In order to gain insight into the nature of the bonding between the Fe_xCu_1−xSe and Bi₂Te₃ layers, we performed first-principle calculations. Since the interface bonding is mostly determined by the bonding between the first neighbouring atomic planes, we focused the analysis on calculating the bonding energy of the Se atom with respect to high symmetric points of the Bi₂Te₃ unit cell, i.e., the so-called top, bridge and hollow sites, respectively. In addition to these high symmetric points, we also calculated the bonding energy at positions in-between them along the main paths within the unit cell, e.g., [], [] and [] (Figure 5a). In total we performed energy calculations for 32 distinct configurations, in which Se is displaced by ∼0.1 Å along the calculated paths. Figure 5b gives a summary of the results, where representative configurations of the Se-Bi₂Te₃ unit cell are shown. First, it is worth noting that the energy only changes by a small amount as the position of the Se atoms change. Even up to 19% displacement of the Se with respect to the top Te positions only changes the bond energy by less than 20 meV. This is less than the corresponding energy for room temperature (k_BT=25.7 meV). These results demonstrate that the bonding between Fe_xCu_1−xSe and Bi₂Te₃ has to be vdW-like, hence the experimentally observed ‘insensitivity’ of the atomic stacking registry at the interface.

Figure 5

Energy calculations of Se atoms with respect to the bottom Te atomic position. (a) Top view image of the Bi₂Te₃ unit cell; the grey dashed lines show the positions of which 32 different sampling has been done for the Se bonding energy calculations; (b) relative energy variations along the three main crystallographic paths outlined in (a); the green dashed line shows the corresponding energy at room temperature (0.0257 eV).

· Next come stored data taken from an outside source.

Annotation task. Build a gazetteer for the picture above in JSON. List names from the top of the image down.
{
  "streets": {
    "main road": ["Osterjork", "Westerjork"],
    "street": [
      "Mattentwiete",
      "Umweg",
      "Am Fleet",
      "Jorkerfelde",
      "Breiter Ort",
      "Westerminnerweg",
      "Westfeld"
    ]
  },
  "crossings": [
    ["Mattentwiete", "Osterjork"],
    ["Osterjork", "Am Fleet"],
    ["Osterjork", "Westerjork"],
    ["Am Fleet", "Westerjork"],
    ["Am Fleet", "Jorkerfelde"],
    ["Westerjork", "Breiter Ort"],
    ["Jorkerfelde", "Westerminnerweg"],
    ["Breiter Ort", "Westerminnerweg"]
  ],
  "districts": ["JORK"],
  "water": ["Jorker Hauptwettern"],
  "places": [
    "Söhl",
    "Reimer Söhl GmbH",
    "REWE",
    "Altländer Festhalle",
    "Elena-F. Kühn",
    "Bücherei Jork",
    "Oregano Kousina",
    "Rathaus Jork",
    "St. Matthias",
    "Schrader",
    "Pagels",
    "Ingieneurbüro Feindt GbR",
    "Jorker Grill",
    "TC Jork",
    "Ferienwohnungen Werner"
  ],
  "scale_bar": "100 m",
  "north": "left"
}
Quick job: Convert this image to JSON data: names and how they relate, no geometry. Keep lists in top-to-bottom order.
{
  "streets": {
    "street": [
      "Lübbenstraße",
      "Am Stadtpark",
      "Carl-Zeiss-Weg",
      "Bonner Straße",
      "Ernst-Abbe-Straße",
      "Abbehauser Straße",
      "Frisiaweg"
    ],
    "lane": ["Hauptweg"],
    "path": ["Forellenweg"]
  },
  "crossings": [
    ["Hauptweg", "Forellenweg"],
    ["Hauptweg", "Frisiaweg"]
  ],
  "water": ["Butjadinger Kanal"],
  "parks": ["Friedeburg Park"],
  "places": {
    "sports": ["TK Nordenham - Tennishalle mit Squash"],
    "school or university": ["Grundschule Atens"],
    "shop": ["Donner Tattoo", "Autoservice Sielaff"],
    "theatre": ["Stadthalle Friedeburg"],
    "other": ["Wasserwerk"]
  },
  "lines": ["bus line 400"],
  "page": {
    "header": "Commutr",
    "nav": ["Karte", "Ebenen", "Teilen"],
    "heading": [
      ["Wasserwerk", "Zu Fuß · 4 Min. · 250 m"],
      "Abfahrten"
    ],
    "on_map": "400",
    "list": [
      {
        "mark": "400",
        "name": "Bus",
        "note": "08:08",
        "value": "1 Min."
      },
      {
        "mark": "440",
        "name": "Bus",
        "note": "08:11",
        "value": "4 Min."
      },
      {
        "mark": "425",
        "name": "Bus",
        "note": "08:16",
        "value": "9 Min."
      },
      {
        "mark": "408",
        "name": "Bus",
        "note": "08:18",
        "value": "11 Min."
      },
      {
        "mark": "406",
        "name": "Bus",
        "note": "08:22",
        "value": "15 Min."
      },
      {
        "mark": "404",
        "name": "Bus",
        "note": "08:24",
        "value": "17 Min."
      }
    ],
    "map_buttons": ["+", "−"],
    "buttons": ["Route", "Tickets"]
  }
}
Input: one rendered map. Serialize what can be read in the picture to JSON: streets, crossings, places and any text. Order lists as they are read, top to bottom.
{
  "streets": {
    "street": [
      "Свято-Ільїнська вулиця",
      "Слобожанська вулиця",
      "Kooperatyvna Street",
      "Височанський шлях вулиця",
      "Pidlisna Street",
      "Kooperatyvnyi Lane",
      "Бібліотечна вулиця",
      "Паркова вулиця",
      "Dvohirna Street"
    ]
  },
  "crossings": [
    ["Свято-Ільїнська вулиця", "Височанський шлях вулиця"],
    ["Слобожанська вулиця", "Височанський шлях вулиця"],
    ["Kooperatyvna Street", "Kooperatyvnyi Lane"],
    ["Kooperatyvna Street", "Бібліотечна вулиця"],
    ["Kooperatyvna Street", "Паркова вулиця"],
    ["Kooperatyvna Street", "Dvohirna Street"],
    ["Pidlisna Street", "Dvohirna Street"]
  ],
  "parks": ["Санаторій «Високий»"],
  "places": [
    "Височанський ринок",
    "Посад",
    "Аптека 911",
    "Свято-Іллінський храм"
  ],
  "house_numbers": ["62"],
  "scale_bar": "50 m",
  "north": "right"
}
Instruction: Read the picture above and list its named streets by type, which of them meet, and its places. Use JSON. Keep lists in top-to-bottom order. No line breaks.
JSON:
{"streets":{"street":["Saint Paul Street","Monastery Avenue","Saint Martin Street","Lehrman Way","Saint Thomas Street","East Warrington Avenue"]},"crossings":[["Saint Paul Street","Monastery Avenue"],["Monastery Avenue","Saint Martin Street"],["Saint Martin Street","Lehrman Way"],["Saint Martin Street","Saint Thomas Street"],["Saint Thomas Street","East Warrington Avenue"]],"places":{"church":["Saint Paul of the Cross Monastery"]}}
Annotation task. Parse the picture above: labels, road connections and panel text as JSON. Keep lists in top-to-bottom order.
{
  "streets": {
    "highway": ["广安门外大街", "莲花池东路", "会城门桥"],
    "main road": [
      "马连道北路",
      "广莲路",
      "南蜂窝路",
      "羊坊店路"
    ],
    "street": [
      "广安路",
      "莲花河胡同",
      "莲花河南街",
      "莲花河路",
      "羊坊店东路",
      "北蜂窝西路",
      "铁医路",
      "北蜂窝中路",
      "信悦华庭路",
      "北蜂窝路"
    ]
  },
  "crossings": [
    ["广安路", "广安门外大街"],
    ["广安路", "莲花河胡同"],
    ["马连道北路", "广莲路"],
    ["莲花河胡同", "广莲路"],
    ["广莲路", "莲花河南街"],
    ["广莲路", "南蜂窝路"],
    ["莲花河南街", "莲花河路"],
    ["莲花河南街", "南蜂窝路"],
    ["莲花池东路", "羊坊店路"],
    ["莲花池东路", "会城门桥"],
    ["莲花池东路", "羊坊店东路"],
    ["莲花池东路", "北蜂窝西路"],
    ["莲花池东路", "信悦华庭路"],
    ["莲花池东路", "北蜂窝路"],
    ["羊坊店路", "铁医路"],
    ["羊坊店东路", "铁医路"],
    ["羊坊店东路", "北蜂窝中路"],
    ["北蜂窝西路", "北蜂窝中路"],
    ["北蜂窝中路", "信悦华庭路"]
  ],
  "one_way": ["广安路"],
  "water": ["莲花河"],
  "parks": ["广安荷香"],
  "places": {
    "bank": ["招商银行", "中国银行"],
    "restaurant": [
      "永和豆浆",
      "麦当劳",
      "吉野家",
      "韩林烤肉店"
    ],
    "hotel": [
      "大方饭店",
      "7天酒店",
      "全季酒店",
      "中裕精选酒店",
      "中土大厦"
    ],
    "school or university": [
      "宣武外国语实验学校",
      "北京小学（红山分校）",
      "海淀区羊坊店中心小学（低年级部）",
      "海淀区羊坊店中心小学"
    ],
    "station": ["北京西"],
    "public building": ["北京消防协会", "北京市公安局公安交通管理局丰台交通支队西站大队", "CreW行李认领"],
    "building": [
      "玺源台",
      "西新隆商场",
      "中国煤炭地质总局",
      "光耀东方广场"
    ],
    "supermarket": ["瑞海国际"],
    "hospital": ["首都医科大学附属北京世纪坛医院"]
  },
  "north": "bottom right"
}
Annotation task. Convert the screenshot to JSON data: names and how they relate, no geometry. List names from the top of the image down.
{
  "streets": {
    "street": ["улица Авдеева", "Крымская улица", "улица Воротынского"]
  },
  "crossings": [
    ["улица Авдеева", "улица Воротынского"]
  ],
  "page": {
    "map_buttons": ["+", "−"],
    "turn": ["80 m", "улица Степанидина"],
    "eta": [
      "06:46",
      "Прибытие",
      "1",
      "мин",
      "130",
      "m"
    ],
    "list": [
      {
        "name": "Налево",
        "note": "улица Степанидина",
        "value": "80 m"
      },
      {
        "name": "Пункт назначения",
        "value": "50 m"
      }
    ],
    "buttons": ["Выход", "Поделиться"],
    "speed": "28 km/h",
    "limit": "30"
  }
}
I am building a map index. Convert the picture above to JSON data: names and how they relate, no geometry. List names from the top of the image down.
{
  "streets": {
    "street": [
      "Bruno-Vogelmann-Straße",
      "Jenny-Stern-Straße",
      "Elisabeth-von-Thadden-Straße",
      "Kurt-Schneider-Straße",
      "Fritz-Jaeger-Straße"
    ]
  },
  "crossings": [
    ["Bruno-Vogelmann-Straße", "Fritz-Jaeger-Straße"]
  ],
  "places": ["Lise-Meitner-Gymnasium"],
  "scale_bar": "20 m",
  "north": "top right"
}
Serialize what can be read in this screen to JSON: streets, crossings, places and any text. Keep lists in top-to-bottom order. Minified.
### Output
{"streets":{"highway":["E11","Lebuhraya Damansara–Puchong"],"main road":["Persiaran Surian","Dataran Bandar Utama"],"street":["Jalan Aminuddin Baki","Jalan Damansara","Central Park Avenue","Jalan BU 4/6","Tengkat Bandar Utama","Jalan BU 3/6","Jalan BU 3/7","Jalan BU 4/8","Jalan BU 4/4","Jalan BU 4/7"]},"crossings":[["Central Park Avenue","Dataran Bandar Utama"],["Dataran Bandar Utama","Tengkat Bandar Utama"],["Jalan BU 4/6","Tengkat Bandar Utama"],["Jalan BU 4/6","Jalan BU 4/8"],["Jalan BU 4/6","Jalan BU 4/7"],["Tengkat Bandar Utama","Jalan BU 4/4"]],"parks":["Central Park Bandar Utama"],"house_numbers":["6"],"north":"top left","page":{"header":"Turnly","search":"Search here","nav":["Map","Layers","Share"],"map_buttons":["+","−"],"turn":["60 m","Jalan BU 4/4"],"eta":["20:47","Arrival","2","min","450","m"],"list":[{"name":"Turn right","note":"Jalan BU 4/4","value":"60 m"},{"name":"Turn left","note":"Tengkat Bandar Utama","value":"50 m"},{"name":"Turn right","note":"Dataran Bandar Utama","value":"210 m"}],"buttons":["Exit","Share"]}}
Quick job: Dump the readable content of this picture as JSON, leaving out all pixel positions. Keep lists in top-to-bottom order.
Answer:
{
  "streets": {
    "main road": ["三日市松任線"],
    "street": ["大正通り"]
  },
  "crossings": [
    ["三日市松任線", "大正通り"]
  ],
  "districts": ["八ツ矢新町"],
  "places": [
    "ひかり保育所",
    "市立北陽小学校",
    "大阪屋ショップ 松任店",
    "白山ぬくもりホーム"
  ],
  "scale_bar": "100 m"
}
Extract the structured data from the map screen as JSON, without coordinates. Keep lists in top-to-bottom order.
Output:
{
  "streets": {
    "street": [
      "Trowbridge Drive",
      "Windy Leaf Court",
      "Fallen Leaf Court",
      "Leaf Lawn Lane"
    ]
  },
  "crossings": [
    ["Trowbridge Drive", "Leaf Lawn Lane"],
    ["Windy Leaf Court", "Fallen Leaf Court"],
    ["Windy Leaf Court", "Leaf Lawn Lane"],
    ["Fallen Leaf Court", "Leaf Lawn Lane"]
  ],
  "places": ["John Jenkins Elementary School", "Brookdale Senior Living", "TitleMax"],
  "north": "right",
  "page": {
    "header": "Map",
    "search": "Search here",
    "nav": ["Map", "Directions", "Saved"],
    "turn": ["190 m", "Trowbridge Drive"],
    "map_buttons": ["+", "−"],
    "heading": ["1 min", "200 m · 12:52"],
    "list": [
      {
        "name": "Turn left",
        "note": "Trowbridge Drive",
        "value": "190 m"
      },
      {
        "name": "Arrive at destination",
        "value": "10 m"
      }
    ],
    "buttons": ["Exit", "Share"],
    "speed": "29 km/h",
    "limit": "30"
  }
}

In summary, we presented a structural study of single-crystalline Fe_xCu_1−xSe inclusions embedded in a Bi₂Te₃ film. Fe_xCu_1−xSe and Bi₂Te₃ are fully epitaxial despite different lattice symmetries and a lattice mismatch of 19%. Atomic-level structural and spectroscopic studies carried out using aberration-corrected transmission electron microscopy revealed atomically sharp interfaces between the tetragonal phase of Fe_xCu_1−xSe and the Bi₂Te₃ thin film. The very large lattice mismatch at the Fe_xCu_1−xSe/Bi₂Te₃ interface does not lead to the formation of any network of misfit dislocations. First-principles energy calculations show that the formation of an abrupt and chemically ordered interface is realised through van der Waals-like bonding between the Se and Te atomic planes at the interface. This study shows that epitaxial heterostructures of materials with significant differences in lattice symmetry with corresponding large lattice mismatch can be realised through van der Waals bonding across the interface. This study is of importance for the realisation of epitaxially stacked chalcogenide superconductor materials, i.e., CuSe, FeSe, Fe_xCu_1−xSe and 3D topological insulators.